It finds acceleration.
Watson proposed what he calls "improved techniques" to measure real-time velocity and acceleration, and does so for five sets of global mean sea level (GMSL) data, each of which used a different technique. One is Church and White 2011, and you can see the rest below. Watson says existing estimates of sea level acceleration rely on a simple second-order polynomial fit to the entire dataset, then taking twice the coefficient of the quadratic term.
That's what I did here, and found a positive but small acceleration of sea level rise. Using the latest Aviso and CU data, which go through March, I find accelerations now of 0.036 and 0.028 mm/yr2, respectively.
Rahmstorf and Vermeer faulted the quadratic regression technique, "due to...focusing on records that are either too short or only regional in character, and on their specific focus on acceleration since the year 1930, which represents a unique minimum in the acceleration curve."

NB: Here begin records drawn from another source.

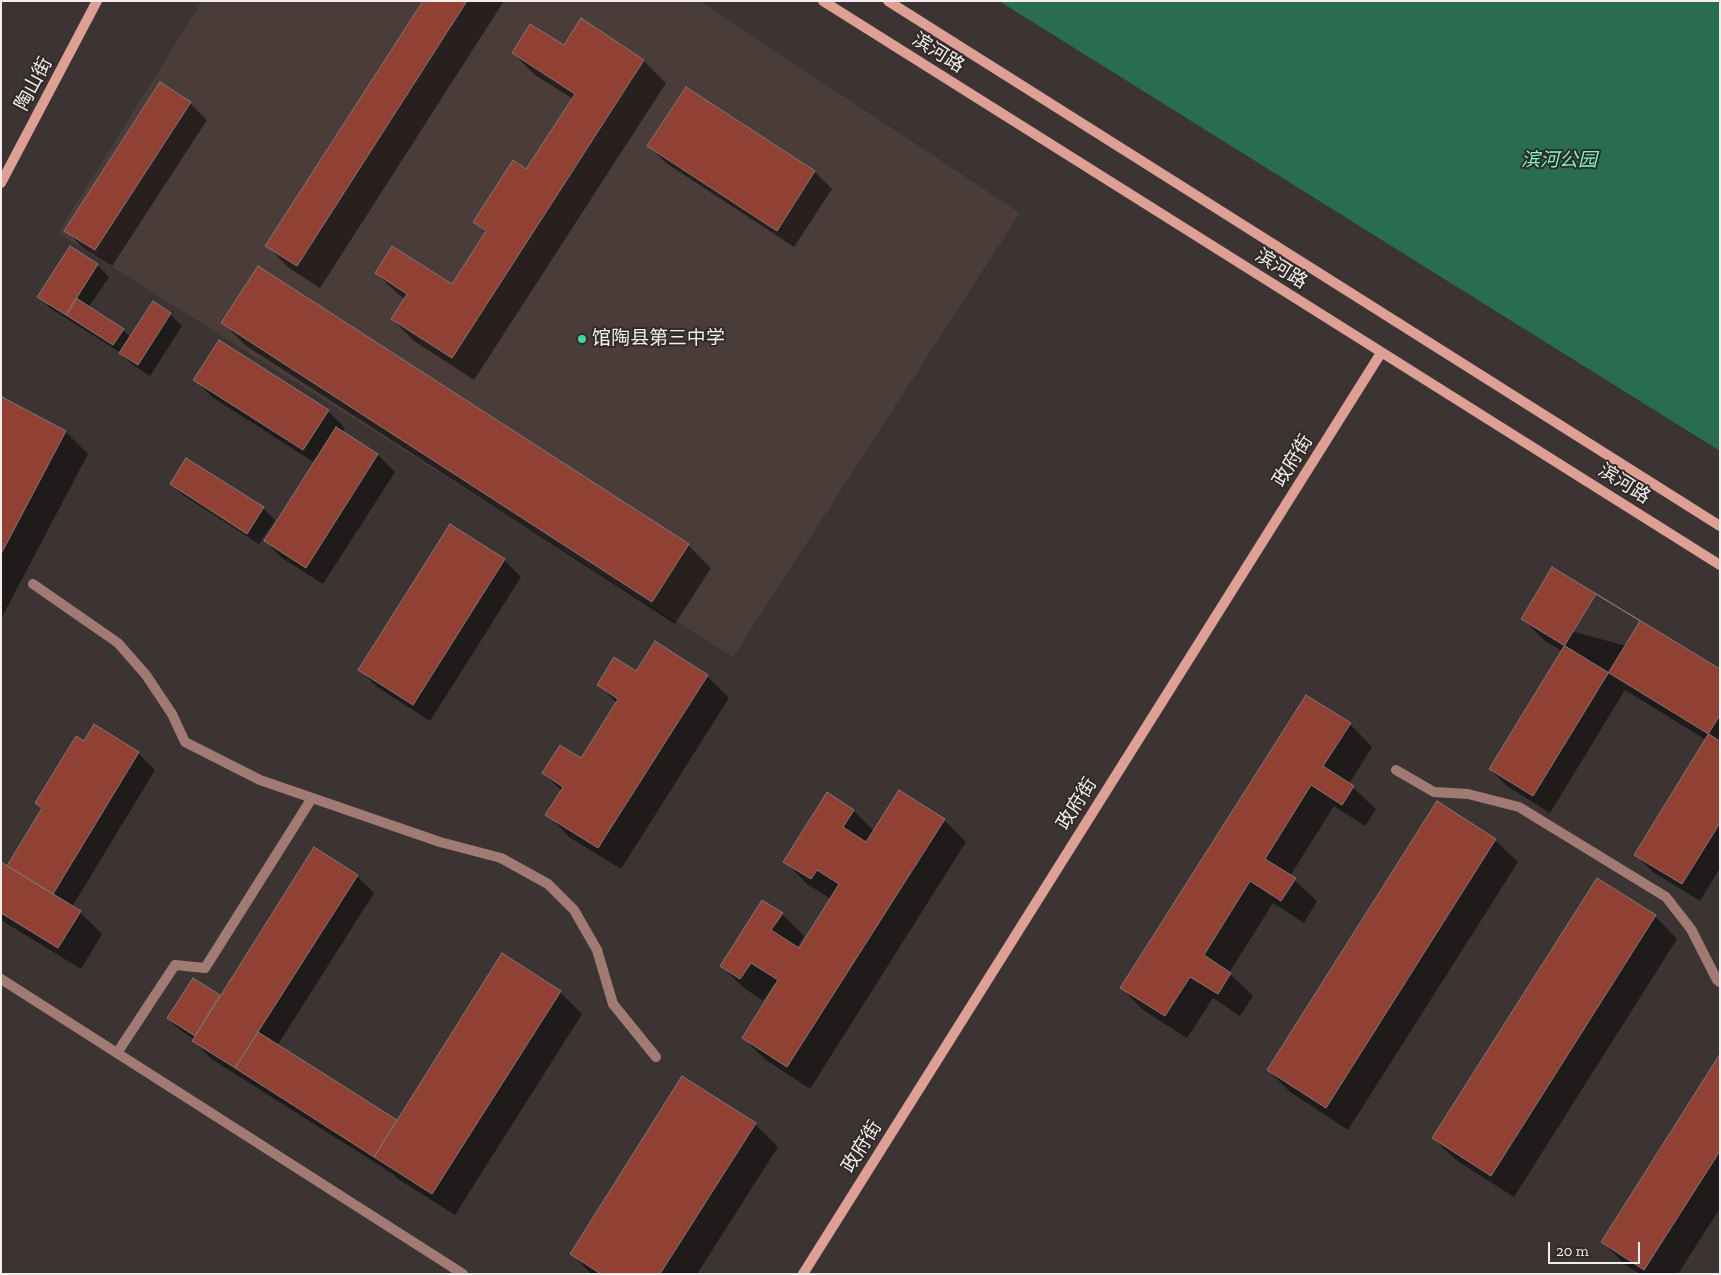 <!DOCTYPE html>
<meta charset="utf-8">
<style>
body{margin:0}
#map{position:relative;width:1721px;height:1275px;overflow:hidden;background:#3b3433;font-family:"Zilla Slab",serif}
canvas{display:block}
.frame{position:absolute;inset:0;border:2px solid #f3eeed;pointer-events:none}
.scale{position:absolute;left:1548px;top:1242px;width:92px;height:22px;box-sizing:border-box;border:2px solid #f3eeed;border-top:0;padding-left:6px;font-size:15px;line-height:18px;white-space:nowrap;color:#f3eeed;-webkit-text-stroke:4px #302a29;paint-order:stroke}
</style>
<div id="map">
<canvas width="1721" height="1275"></canvas>
<div class="frame"></div>
<div class="scale">20 m</div>
</div>
<script>
const ctx = document.querySelector('canvas').getContext('2d');
ctx.lineJoin = 'round';
function fillPath(path, color) { ctx.fillStyle = color; ctx.fill(path, 'evenodd'); }
const toPath = rows => new Path2D(rows.map(r => 'M' + r).join(''));
function stroke(path, color, width, dash) { ctx.strokeStyle = color; ctx.lineWidth = width; ctx.lineCap = dash ? 'butt' : 'round'; ctx.setLineDash(dash || []); ctx.stroke(path); }
function label(font, color, halo, rows, align = 'center') {
  ctx.font = font + ' "Zilla Slab","Noto Sans SC",serif'; ctx.lineWidth = 4; ctx.setLineDash([]); ctx.textBaseline = 'middle'; ctx.strokeStyle = halo; ctx.fillStyle = color; for (const [text, x, y, turn = 0] of rows) {
    ctx.save(); ctx.translate(x, y); ctx.rotate((+turn || 0) * Math.PI / 180); ctx.textAlign = isNaN(turn) ? turn : align; if (halo) ctx.strokeText(text, 0, 0); ctx.fillText(text, 0, 0); ctx.restore();
  }
}
fillPath(toPath([
 [202,1,700,1,1020,213,733,657,58,233]
]), '#493c39');
fillPath(toPath([
 [999,1,1720,1,1720,451]
]), '#296d51');
fillPath(toPath([
 [424,1,504,1,320,288,289,268,267,246],
 [582,20,644,61,666,83,474,380,414,341,392,319,405,299,399,295,376,273,452,286,486,233,475,222,526,171,573,99,535,75,513,53,564,47],
 [686,89,815,172,832,189,794,247,666,163,649,146],
 [190,103,207,120,112,266,83,248,66,230],
 [70,248,97,265,109,277,88,308,123,330,131,338,153,303,170,314,182,326,150,376,132,364,121,353,50,308,39,296],
 [259,268,688,545,711,568,675,624,245,345,223,323],
 [195,380,328,411,345,428,342,432,378,455,395,472,323,584,282,558,265,541,315,463,212,397],
 [3,399,66,432,88,454,1,619,1,402],
 [187,460,263,508,275,520,259,544,183,495,171,484],
 [504,560,521,577,430,721,377,687,360,670],
 [1522,618,1720,671,1720,868,1700,901,1653,872,1636,855,1706,740,1625,690,1550,813,1507,786,1490,769,1562,651,1545,641],
 [636,673,707,676,729,698,621,869,569,837,547,814,562,791,543,773,581,760,617,703,599,685],
 [1350,724,1372,747,1349,784,1376,809,1365,826,1334,806,1290,876,1317,901,1304,923,1273,903,1229,973,1253,996,1240,1016,1213,998,1187,1038,1143,1010,1121,987],
 [84,742,138,753,155,770,72,907,80,912,102,934,81,969,1,920,1,864,8,867,43,810,36,803],
 [854,811,874,831,944,820,966,842,810,1089,766,1060,743,1038,776,986,774,984,763,1001,744,988,721,966,782,914,804,936,797,948,799,949,831,899,807,884,785,861],
 [1495,840,1518,862,1348,1130,1290,1092,1268,1070],
 [357,876,374,893,277,1046,397,1122,560,992,582,1014,455,1215,398,1179,393,1174,210,1058,193,1040,194,1039,180,1030,168,1018,193,979,221,997],
 [1655,916,1677,939,1514,1197,1456,1160,1433,1138],
 [1720,1056,1720,1208,1678,1274,1640,1274,1624,1264,1602,1241],
 [683,1078,755,1124,778,1147,697,1274,591,1274,572,1254]
]), '#0007');
const building = toPath([
 [423,1,467,1,297,266,265,246,423,1],
 [581,18,644,60,452,358,391,319,407,294,375,273,392,246,452,284,486,231,473,222,513,160,526,169,575,94,512,53,530,24,564,45,581,18],
 [160,82,191,102,95,250,64,231,160,82],
 [686,87,815,171,777,231,647,146,686,87],
 [70,246,98,264,66,315,37,297,70,246],
 [258,266,689,544,652,602,221,323,258,266],
 [76,298,124,329,113,345,66,315,76,298],
 [153,301,171,313,138,365,119,353,153,301],
 [219,340,329,410,303,450,193,380,219,340],
 [2,397,66,431,1,554,1,399,2,397],
 [336,427,378,454,306,568,264,541,336,427],
 [186,458,264,507,247,534,170,484,186,458],
 [450,524,505,559,413,705,358,670,450,524],
 [1552,567,1720,669,1720,741,1521,619,1552,567],
 [1596,594,1640,621,1533,796,1489,769,1596,594],
 [655,641,708,675,598,848,545,815,563,787,542,773,560,745,581,758,618,699,597,685,614,657,636,671,655,641],
 [1306,695,1351,723,1323,766,1354,786,1342,805,1311,785,1265,859,1296,878,1281,901,1250,881,1204,955,1231,973,1218,994,1190,977,1165,1016,1120,988,1306,695],
 [1720,715,1720,823,1682,884,1634,855,1720,715],
 [94,724,139,752,53,894,7,866,42,808,35,803,76,736,84,741,94,724],
 [899,790,945,819,787,1067,742,1038,778,980,751,963,740,979,720,966,762,900,783,913,771,930,799,948,839,884,817,870,811,879,783,862,827,792,854,810,843,827,866,842,899,790],
 [1437,801,1496,839,1326,1108,1267,1070,1437,801],
 [314,847,358,875,235,1068,192,1041,314,847],
 [1,862,81,911,58,948,1,913,1,862],
 [1597,878,1656,915,1491,1176,1432,1138,1597,878],
 [502,953,561,991,432,1194,374,1157,502,953],
 [193,978,220,995,195,1036,167,1018,193,978],
 [258,1032,397,1120,374,1157,235,1068,258,1032],
 [1720,1054,1720,1151,1644,1270,1601,1242,1720,1054],
 [682,1076,756,1123,660,1274,601,1274,570,1254,682,1076]
]);
fillPath(building, '#914034');
stroke(building, '#7f7876', 1);
stroke(toPath([
 [33,584,118,643,146,675,172,714,185,742,260,780,440,842,501,858,548,884,574,910,597,950,613,1004,656,1057],
 [1396,770,1434,792,1468,794,1519,807,1666,897,1691,929,1717,980,1720,982],
 [117,1053,175,965,205,968,312,798]
]), '#a17a73', 10);
stroke(toPath([
 [1,979,463,1274]
]), '#a17a73', 10);
stroke(toPath([
 [823,1,1720,565],
 [888,1,1720,526],
 [1,183,97,1],
 [803,1274,1381,353]
]), '#dea095', 10);
for (const [x, y, r, color] of [
 [582,339,5,"#46d49e"]
]) { const dot = new Path2D(); dot.arc(x, y, r, 0, 2 * Math.PI); ctx.fillStyle = color; ctx.fill(dot); stroke(dot, '#302a29', 2); }
label('19px', '#f3eeed', '#302a29', [
 ["滨河路",938,53,32],
 ["陶山街",34,84,-62],
 ["滨河路",1281,269,32],
 ["政府街",1293,461,-58],
 ["滨河路",1624,484,32],
 ["政府街",1077,804,-58],
 ["政府街",862,1147,-58]
]);
label('italic 19px', '#75fbc3', '#302a29', [
 ["滨河公园",1559,161]
]);
label('19px', '#f3eeed', '#302a29', [
 ["馆陶县第三中学",592,339]
], 'left');
</script>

Watson tries to improve the temporal resolution of the data values. He does this by doing spectral analysis on the data, and finds signals "that have oscillations with a period of the order of ≈40 to 70 years." He thus isolates these slowly varying trends from the respective GMSL reconstructions, gets a much smoother dataset, and takes the first and second derivatives of a cubic fit. That's as far as I'm going into the weeds.
Here are his results (note: they're for maximum values, not the values at the end of the datasets.)
The data identifiers come from Church and White , Jevrejeva et al. , Hay et al. , Ray and Douglas , and Wenzel and Schröter , with the last two numbers representing the end year of the data.
Ignoring the slightly different endpoints, that's an average maximum of 0.101 mm/yr2. J10 looks pretty out of whack.
And Watson finds a rate of sea level rise that is about what I find from a quadratic fit to the Aviso data, which at the end of 2014 was 3.18 mm/yr. Watson says "the application of these improved techniques suggests that current (≈2010 to 2014) rates of GMSL rise could be of the order of 3.08±0.31 to 3.52±0.03 mm/yr (95% ci) and rising with strong evidence of a recent acceleration commencing around 1982–1985."
Here are his results in graphical form, over time (thus, not maximum values).
As far as I see he didn't provide an acceleration up to 2014, as he did for velocity. Acceleration looks clearly affected by the 1998 El Nino, and probably is lately too.